Ö.O.: Basketbolu hangi seviyede bıraktığınız önemli, en üst seviyede bırakmak önemli. Ben kendi koyduğum hedeflere Allah'a çok şükür ulaştım. Birkaç kez Avrupa'dan teklif almıştım, o dönem gitsem belki başka tecrübeler yaşayabilirdim...
H.T.: Zaten Avrupa'nın üst düzey takımlarında oynadın...
Ö.O.: Evet. Avrupa'nın üst düzey takımlarıydı Türkiye'de oynadığım ekipler. Hedeflerimin de yüzde 90-95'ine ulaştım.
Serdar Sözkesen: A Milli Takım'ın dünya kupası bileti alması son derece önemli. Bu turnuvaya hedef turnuva demek gerçekçi olur mu? NBA tandansımız fazlasıyla arttı ve Wilbekin gibi iyi bir kısa da ekledik. Bu kadroyla nereye gidebiliriz?
H.T.: Hedefi ancak turnuvaya gidince belirleyebiliriz. 'Gelecek vadeden oyuncularımız var mı?' var. 'Takımda tecrübeli ağabeyler var mı?' var. 'Güzel bir atmosfer var mı?' o da var. Sezon başı gerçekleştirdiğimiz yabancı sınırlamasının ardından Türk oyuncular takımlarında daha iyi süreler de alıyor. Fakat bu işte tecrübe çok önemli. Oraya gidecek kadro, birkaç ismin dışında ilk defa bu organizasyonda bulunacak. Hocamız Ufuk Sarıca ilk defa başantrenör olarak Dünya Kupası'nda yer alacak. Biz de yönetim olarak ilk defa böyle bir heyecanı yaşayacağız. Hepimiz için güzel bir tecrübe olacak.
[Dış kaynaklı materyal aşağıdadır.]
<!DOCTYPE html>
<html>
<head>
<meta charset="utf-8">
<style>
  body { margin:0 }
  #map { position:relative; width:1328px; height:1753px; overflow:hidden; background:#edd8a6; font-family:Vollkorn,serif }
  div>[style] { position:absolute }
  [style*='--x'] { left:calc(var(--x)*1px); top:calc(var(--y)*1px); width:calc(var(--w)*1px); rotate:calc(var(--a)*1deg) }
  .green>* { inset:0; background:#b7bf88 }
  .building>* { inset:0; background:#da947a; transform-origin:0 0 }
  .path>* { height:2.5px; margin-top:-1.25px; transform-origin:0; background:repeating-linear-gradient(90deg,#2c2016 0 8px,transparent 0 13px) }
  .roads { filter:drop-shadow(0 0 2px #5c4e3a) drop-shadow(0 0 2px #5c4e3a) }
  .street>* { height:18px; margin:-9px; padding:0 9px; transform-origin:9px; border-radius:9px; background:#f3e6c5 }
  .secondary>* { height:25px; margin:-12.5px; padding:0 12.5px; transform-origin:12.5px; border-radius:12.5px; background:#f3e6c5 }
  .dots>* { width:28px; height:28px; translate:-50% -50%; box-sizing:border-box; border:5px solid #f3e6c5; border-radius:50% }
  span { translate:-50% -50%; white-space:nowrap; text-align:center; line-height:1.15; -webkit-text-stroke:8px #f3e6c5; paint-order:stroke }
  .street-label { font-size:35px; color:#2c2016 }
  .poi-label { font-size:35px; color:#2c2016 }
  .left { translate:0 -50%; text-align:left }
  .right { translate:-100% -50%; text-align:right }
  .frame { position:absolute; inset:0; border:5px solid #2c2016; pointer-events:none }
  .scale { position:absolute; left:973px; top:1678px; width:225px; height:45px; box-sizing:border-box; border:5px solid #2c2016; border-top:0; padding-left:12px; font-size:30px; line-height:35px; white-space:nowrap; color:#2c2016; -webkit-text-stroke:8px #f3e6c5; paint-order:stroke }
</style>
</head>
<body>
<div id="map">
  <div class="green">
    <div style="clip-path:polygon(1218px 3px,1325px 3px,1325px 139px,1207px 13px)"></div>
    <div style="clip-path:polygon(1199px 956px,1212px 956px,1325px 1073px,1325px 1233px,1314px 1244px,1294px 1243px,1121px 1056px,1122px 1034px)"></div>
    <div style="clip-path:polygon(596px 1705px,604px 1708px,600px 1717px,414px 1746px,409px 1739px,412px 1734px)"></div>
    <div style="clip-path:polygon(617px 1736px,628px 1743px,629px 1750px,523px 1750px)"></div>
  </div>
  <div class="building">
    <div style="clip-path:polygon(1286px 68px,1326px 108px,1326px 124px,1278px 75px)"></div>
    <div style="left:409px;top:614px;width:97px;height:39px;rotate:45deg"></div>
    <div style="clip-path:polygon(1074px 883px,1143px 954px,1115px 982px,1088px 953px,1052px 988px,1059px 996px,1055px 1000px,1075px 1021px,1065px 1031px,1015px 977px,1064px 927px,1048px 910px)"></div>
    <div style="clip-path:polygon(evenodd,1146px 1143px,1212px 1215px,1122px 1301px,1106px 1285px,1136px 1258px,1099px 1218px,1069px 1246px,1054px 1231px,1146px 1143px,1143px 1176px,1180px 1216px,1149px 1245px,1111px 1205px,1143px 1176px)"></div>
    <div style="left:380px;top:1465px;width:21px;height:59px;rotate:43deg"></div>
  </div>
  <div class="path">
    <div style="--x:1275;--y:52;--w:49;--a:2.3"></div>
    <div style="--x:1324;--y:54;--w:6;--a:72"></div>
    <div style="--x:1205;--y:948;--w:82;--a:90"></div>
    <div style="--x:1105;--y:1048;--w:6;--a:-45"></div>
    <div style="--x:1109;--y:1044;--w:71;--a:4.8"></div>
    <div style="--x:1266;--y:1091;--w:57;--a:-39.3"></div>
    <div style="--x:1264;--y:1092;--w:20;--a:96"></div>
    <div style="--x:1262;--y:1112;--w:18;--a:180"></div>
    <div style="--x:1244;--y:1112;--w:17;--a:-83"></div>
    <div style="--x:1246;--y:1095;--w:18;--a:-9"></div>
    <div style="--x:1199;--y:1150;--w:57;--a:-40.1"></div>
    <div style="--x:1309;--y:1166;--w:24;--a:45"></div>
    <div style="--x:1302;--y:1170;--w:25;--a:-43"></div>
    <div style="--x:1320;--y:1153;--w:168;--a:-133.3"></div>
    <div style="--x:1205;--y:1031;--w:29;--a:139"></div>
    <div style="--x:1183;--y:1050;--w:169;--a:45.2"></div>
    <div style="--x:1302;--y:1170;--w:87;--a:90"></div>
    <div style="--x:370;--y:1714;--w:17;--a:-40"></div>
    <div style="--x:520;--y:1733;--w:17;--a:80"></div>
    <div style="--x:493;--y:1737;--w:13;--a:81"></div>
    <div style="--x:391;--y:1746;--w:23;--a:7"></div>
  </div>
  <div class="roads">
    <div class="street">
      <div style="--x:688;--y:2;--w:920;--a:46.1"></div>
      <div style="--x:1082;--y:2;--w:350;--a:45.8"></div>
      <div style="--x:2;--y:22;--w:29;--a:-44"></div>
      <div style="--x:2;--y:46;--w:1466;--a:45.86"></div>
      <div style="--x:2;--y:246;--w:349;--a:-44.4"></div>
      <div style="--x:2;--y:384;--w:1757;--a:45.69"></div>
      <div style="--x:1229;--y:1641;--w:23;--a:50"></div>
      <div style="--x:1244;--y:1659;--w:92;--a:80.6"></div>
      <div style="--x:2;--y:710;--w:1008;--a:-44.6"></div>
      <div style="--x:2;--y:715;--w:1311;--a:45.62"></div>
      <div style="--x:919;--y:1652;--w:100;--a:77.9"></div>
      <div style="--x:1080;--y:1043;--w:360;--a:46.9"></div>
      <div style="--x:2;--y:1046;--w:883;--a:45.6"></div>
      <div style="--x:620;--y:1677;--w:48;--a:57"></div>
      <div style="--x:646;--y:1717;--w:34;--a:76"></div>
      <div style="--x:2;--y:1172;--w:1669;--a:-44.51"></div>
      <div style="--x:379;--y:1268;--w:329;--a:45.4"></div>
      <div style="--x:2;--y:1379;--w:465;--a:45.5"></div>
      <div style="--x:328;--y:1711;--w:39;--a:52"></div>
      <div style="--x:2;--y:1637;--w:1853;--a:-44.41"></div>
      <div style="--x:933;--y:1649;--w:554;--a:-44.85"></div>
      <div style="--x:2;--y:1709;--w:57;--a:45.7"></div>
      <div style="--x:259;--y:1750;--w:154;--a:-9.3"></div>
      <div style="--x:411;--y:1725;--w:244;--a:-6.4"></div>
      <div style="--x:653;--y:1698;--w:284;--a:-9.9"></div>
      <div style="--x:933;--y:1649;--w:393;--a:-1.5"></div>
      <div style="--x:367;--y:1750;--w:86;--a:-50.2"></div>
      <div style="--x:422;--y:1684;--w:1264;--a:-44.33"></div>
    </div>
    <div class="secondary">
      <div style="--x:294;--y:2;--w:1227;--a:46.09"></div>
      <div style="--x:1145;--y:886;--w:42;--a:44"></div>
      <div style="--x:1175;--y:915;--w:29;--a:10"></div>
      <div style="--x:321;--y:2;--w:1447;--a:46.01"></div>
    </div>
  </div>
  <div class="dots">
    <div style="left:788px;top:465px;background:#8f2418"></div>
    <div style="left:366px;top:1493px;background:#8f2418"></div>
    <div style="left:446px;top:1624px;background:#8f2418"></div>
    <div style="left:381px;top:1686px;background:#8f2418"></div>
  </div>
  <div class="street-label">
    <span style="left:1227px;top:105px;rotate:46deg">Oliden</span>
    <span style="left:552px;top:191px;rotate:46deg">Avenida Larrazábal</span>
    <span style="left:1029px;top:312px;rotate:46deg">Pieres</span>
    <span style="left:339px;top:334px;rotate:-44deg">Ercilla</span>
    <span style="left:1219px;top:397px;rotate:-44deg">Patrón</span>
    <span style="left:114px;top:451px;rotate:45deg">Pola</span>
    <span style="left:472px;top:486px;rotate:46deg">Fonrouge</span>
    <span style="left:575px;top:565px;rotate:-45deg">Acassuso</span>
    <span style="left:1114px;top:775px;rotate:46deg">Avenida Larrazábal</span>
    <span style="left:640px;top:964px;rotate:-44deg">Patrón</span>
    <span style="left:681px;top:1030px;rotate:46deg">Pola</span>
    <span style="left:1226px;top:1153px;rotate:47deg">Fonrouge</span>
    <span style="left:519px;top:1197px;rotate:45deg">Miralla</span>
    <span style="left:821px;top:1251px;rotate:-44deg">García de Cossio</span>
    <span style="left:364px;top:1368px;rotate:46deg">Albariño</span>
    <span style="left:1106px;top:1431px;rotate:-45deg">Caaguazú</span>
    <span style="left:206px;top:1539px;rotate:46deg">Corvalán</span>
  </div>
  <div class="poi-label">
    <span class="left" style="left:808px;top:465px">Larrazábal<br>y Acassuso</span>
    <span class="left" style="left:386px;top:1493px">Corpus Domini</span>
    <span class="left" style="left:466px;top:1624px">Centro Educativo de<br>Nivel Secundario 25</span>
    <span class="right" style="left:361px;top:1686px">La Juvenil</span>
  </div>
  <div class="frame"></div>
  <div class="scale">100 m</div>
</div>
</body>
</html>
Tabii ki gönül ister ki, madalyalı bir turnuva geçirelim. Ama madalya alamasak bile bunun ikincil hedefi Olimpiyatlar'a katılmak. En kötü ihtimalle kendimizi Olimpiyatlar'a götürebilecek bir noktada kalabilirsek, sonra 2020'de tekrar elemelere girme durumumuz var. O elemeleri de iyi şekilde geçebileceğimize inanıyoruz.
Kimler gelecek, Allah korusun sakatlık olacak mı? O yüzden şimdiden net bir şey söyleyemiyoruz. Olimpiyatlar'a gitsek benim adıma önemli bir başarı olur. Sporcuyken gidemedim, belki Federasyon Başkanı olarak Olimpiyatlar'a gitmeyi başarırım. Yönetici olarak bu sonuç bizim için, erkek basketbolunda elde ettiğimiz en büyük başarı olur ve bizi mutlu eder.